* **Given entries**
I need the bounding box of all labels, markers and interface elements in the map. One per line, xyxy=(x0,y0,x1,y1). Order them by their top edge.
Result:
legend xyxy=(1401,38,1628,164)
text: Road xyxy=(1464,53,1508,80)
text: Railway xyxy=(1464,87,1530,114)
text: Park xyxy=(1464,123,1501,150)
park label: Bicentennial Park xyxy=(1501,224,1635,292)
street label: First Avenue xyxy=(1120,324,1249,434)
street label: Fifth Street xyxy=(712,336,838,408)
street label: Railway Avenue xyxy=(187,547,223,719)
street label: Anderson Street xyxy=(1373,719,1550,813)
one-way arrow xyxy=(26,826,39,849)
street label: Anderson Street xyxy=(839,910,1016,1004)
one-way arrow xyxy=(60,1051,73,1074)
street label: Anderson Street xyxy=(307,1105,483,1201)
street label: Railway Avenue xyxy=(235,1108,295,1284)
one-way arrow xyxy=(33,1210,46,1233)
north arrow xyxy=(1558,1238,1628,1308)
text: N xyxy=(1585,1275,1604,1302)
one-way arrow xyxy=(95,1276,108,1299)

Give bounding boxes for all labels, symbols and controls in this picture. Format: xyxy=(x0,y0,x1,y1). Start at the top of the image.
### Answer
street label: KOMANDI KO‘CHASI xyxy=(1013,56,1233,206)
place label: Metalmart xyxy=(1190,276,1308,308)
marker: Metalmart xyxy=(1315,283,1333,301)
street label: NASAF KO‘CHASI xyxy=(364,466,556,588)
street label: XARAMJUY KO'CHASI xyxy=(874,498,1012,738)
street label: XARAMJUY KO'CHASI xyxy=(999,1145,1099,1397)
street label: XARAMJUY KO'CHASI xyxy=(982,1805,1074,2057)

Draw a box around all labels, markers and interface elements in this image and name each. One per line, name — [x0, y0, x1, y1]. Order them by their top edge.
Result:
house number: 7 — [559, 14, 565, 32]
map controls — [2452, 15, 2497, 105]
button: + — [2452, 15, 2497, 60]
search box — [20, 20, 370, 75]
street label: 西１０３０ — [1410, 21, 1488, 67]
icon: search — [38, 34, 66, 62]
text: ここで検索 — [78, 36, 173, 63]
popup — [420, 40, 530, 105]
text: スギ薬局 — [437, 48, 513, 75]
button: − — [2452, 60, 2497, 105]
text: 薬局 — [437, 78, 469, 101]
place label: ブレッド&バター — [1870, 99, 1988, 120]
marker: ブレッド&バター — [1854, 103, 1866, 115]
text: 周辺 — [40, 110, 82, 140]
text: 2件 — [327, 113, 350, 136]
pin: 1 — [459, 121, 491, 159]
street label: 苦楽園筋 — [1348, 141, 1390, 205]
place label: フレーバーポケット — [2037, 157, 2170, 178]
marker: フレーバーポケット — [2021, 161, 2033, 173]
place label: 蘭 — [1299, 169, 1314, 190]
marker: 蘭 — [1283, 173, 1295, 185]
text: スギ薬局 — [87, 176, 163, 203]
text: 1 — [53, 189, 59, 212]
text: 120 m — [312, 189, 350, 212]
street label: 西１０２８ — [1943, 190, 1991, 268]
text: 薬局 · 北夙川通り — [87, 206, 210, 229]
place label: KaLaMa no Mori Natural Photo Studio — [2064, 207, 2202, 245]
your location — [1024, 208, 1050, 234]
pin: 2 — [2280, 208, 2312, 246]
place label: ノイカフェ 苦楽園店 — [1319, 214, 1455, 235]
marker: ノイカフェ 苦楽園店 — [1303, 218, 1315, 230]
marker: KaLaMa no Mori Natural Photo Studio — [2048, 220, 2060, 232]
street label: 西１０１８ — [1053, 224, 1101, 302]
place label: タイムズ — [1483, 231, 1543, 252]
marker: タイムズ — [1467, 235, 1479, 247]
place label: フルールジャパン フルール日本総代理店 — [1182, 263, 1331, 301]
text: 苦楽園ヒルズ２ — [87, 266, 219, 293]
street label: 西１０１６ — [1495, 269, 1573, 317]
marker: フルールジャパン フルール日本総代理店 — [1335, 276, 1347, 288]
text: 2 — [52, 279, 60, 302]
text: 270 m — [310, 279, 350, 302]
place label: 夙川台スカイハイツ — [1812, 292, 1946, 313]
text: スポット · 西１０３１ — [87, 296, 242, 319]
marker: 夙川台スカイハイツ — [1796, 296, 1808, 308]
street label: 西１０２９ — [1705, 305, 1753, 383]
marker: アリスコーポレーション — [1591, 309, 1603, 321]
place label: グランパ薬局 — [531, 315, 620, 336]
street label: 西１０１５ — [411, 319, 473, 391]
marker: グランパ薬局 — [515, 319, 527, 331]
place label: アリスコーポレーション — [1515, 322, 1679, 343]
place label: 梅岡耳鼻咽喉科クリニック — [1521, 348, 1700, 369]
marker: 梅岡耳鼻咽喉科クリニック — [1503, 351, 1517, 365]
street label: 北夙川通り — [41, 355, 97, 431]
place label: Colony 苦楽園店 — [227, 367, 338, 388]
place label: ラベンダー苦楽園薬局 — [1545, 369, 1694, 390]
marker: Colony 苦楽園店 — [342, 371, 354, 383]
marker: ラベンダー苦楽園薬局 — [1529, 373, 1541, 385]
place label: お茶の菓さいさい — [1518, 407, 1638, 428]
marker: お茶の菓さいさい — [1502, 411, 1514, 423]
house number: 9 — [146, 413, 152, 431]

* **About this task**
How many lines of the data contain the word "ノイカフェ"? Answer with the number alone.

* **Written response**
2